Светлый фон

Вмешивается третий: Беннигсен-Ланжерон. Он подтверждает, что еще в начале 1801 г. приглашен Паленом, который «энергично выражал свое желание видеть меня в столице, и уверял меня, что я буду прекрасно принят императором. Последнее его письмо было так убедительно, что я решился ехать». Далее сообщается, что Беннигсен не прятался вовсе, а явился на аудиенцию к царю, который сначала был добродушен, а затем предельно холоден. «Пален уговорил меня потерпеть еще некоторое время, и я согласился на это с трудом; наконец, накануне дня, назначенного для выполнения его замыслов, он открыл мне их: я согласился на все, что он мне предложил».

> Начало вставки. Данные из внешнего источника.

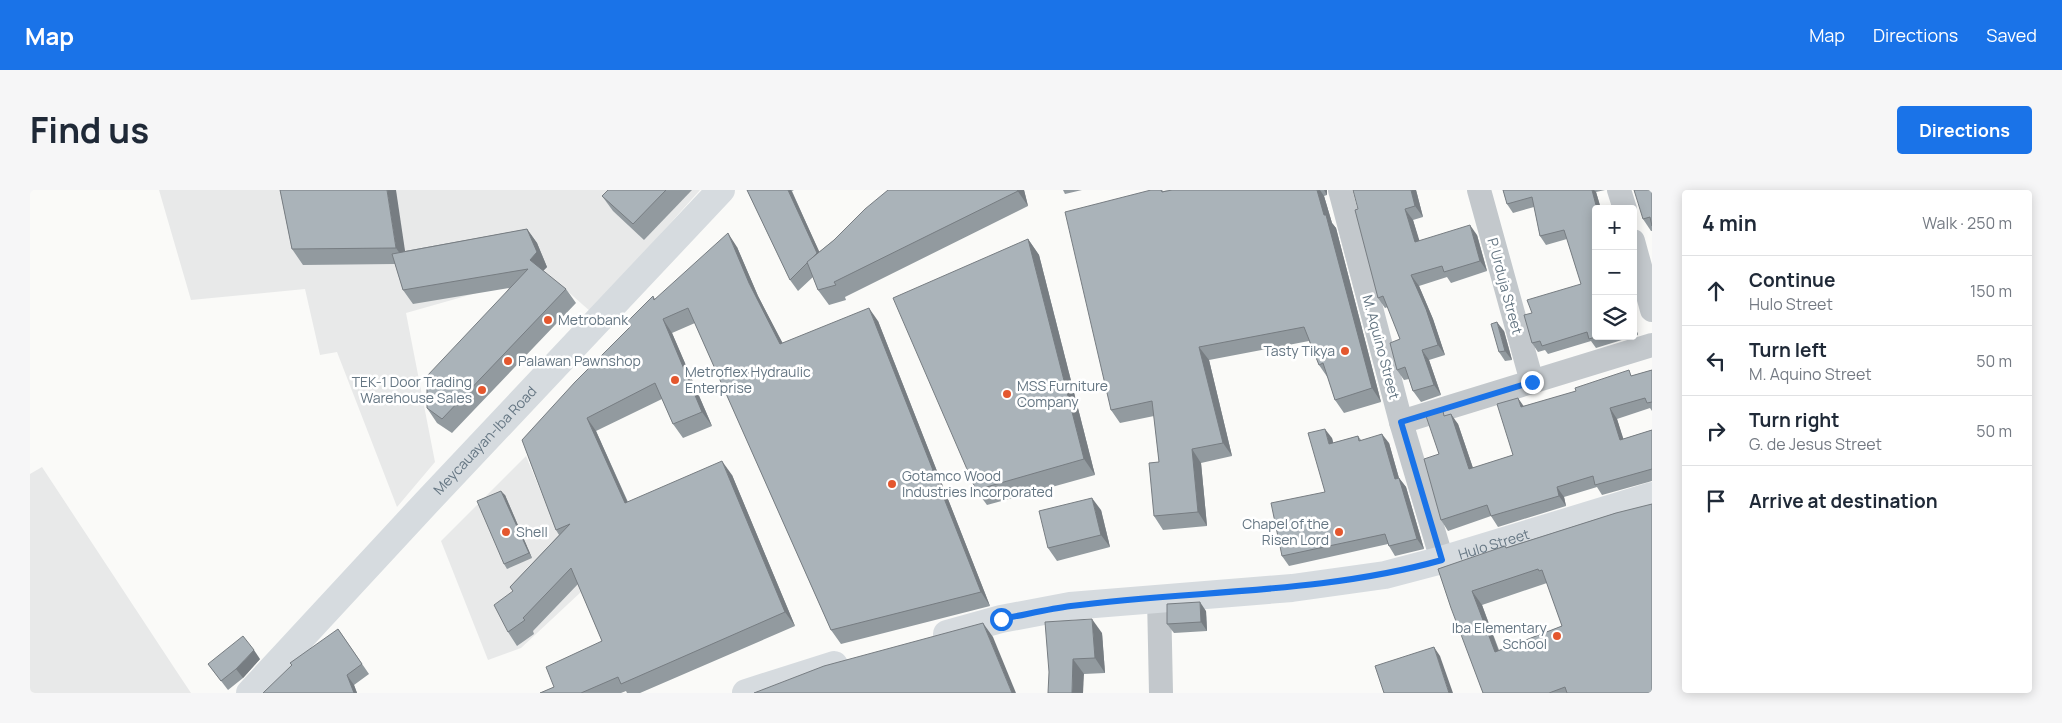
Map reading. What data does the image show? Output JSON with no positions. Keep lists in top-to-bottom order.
{
  "streets": {
    "street": [
      "P. Urduja Street",
      "M. Aquino Street",
      "Meycauayan-Iba Road",
      "Hulo Street"
    ]
  },
  "crossings": [
    ["M. Aquino Street", "Hulo Street"]
  ],
  "places": [
    "Metrobank",
    "Tasty Tikya",
    "Palawan Pawnshop",
    "Metroflex Hydraulic Enterprise",
    "TEK-1 Door Trading Warehouse Sales",
    "MSS Furniture Company",
    "Gotamco Wood Industries Incorporated",
    "Shell",
    "Chapel of the Risen Lord",
    "Iba Elementary School"
  ],
  "page": {
    "header": "Map",
    "nav": ["Map", "Directions", "Saved"],
    "title": "Find us",
    "buttons": "Directions",
    "heading": ["4 min", "Walk · 250 m"],
    "map_buttons": ["+", "−"],
    "list": [
      ["Continue", "Hulo Street", "150 m"],
      ["Turn left", "M. Aquino Street", "50 m"],
      ["Turn right", "G. de Jesus Street", "50 m"],
      "Arrive at destination"
    ]
  }
}
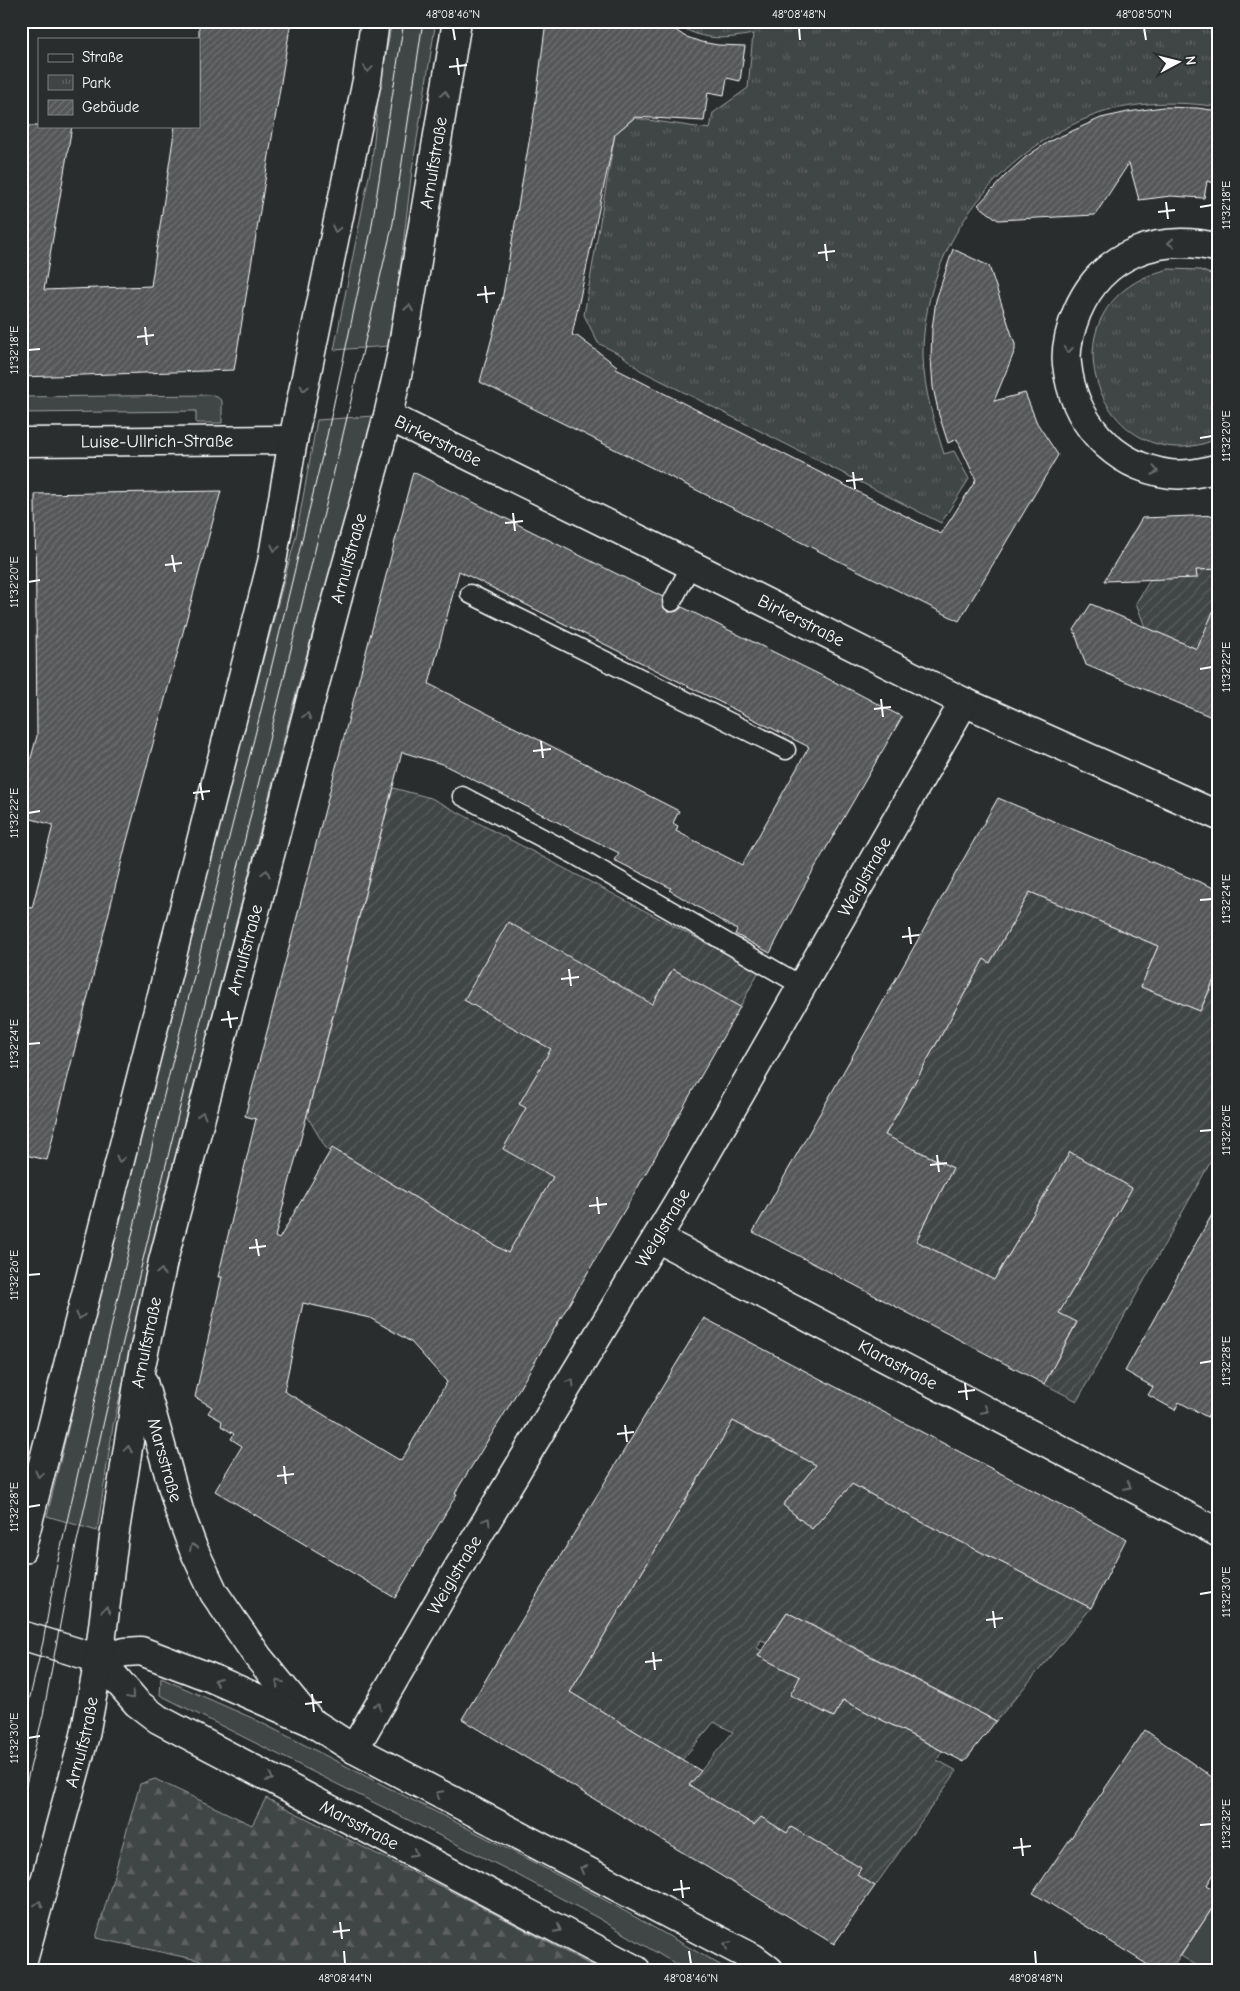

Последний рассказ грубее, проще, не основан на «роковых случайностях» и выглядит весьма правдоподобно, тем более — учитывая известную нам дружескую близость Беннигсена и Ланжерона. Между прочим, в одном из сохранившихся писем к родственникам (выявленном в 1907 г.) генерал прямо свидетельствует, что прибыл в столицу еще 28 января 1801 г. и, конечно, имел время присмотреться к событиям и еще более сблизиться с Паленом.

Все это позволяет нам не очень верить Беннигсену-мемуаристу, но прислушаться к Беннигсену-рассказчику… Впрочем, немудрено: ведь письмо Фоку, как и в иных случаях, писалось для прекращения слухов (эта задача объявлена в первых же его строках).

Но пойдем далее.

Собственною рукою Беннигсен описывает Фоку, как развернулись события вечером 11 марта.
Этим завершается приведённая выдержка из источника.